*Description of the task*:
If a line in the material below has the word "meet", copy it.

[Opening Input for this task section]

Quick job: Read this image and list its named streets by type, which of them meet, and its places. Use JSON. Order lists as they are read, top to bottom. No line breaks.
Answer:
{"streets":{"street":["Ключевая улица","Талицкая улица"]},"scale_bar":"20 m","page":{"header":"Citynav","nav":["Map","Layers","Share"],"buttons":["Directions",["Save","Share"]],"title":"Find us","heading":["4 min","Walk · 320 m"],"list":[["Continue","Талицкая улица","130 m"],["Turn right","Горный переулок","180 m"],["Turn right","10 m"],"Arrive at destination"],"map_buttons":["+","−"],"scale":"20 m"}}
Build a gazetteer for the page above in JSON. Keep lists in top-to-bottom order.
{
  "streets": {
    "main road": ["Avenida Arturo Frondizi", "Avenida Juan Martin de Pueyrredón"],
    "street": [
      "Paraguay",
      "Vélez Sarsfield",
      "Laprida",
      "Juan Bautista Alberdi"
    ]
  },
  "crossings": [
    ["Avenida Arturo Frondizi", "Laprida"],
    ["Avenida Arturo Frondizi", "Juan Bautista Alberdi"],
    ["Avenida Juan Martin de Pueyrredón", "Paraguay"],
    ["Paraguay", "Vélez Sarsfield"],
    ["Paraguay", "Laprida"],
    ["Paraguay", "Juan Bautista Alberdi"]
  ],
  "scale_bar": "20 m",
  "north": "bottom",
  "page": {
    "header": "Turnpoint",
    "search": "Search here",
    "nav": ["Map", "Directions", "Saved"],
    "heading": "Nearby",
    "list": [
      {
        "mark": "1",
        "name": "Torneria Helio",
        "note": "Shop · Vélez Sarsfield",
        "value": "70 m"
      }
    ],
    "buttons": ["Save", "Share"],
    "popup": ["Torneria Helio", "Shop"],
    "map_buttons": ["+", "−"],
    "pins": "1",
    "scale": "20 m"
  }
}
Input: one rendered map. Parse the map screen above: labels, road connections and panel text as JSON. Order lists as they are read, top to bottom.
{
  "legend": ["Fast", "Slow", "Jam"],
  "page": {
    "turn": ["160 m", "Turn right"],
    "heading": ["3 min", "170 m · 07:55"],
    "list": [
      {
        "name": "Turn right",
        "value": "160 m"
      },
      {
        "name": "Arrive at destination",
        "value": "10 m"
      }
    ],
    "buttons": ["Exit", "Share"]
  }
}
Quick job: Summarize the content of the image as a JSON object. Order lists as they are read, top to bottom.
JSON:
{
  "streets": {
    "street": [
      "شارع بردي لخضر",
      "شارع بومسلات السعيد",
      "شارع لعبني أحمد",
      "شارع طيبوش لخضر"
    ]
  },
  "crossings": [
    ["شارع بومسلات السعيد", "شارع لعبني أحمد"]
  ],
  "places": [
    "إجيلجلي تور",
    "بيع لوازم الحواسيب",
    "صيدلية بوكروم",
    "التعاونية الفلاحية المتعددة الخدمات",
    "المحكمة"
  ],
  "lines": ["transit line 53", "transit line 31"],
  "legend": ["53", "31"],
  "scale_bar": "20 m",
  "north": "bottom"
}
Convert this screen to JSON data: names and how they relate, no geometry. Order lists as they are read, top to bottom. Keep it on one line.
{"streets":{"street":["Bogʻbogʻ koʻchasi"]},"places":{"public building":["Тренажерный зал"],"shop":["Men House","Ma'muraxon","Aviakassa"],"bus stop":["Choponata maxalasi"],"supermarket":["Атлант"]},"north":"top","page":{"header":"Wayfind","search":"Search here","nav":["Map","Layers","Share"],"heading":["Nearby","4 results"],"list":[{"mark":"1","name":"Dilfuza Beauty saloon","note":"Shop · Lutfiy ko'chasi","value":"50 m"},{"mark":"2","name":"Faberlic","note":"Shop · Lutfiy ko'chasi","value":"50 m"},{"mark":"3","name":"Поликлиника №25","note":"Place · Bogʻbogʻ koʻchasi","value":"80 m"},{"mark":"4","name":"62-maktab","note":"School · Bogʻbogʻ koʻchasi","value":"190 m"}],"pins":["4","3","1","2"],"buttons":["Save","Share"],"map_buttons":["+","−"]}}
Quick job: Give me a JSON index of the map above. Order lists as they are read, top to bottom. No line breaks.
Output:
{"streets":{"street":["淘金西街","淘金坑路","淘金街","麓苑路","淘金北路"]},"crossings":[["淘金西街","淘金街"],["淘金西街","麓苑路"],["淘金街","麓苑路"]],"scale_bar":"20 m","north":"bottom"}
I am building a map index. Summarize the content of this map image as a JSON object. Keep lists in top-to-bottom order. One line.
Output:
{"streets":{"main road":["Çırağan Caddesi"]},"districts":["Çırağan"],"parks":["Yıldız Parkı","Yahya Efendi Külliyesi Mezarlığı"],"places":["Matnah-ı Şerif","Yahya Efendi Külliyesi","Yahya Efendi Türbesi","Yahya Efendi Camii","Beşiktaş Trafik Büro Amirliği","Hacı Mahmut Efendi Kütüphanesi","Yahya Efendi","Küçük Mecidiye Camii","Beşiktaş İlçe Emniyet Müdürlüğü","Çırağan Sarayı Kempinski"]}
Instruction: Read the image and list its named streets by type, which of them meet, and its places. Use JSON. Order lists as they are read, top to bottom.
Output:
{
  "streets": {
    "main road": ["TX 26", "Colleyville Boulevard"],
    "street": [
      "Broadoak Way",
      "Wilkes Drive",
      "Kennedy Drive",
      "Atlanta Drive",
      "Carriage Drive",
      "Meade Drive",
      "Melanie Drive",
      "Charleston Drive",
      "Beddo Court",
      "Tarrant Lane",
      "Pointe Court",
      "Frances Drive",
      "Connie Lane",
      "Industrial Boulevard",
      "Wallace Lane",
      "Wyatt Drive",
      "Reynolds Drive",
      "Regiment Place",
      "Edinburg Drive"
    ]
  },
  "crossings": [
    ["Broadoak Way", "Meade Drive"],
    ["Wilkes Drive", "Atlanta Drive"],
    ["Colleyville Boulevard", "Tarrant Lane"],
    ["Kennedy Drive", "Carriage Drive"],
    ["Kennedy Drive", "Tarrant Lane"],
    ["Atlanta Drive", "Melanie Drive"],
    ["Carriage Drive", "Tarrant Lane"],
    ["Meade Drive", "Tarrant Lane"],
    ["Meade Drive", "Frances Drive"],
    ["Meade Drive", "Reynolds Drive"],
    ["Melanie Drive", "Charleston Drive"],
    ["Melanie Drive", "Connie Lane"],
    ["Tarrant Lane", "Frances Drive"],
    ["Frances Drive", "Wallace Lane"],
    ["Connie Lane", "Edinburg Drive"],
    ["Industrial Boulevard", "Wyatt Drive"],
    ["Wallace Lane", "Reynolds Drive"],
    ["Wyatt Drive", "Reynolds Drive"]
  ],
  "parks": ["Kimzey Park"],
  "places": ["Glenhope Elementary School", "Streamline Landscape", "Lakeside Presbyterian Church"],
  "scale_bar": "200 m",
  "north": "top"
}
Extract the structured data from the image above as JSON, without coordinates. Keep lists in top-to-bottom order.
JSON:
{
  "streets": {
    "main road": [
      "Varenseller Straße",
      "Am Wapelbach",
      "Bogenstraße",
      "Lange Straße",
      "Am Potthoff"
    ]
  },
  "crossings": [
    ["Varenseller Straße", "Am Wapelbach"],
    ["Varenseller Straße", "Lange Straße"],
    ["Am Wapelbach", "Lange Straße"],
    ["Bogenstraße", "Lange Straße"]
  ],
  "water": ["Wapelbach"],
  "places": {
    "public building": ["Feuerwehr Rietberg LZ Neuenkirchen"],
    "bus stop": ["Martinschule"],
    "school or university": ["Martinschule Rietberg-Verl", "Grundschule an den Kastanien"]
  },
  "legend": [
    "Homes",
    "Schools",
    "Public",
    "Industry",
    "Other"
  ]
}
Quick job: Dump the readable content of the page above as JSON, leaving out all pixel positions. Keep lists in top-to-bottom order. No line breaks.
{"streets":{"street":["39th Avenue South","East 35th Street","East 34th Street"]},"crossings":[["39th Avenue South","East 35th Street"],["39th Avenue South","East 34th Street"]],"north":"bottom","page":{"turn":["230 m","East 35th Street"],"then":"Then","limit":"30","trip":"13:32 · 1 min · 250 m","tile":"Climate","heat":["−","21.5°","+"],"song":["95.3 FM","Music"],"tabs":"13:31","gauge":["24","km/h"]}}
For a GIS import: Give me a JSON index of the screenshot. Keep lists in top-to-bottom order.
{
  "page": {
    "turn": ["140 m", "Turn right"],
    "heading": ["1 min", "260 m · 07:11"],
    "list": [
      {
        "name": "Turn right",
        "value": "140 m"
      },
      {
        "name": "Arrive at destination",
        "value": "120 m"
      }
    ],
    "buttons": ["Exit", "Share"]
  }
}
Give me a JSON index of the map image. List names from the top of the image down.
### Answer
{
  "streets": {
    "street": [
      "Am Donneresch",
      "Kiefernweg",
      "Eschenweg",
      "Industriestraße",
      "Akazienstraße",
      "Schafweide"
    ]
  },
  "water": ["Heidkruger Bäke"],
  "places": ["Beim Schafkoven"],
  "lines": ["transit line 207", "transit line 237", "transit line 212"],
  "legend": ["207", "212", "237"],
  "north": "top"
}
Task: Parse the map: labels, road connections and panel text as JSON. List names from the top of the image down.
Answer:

[Closing Input for this task section]

*Written reply*:
Quick job: Read this image and list its named streets by type, which of them meet, and its places. Use JSON. Order lists as they are read, top to bottom. No line breaks.
Instruction: Read the image and list its named streets by type, which of them meet, and its places. Use JSON. Order lists as they are read, top to bottom.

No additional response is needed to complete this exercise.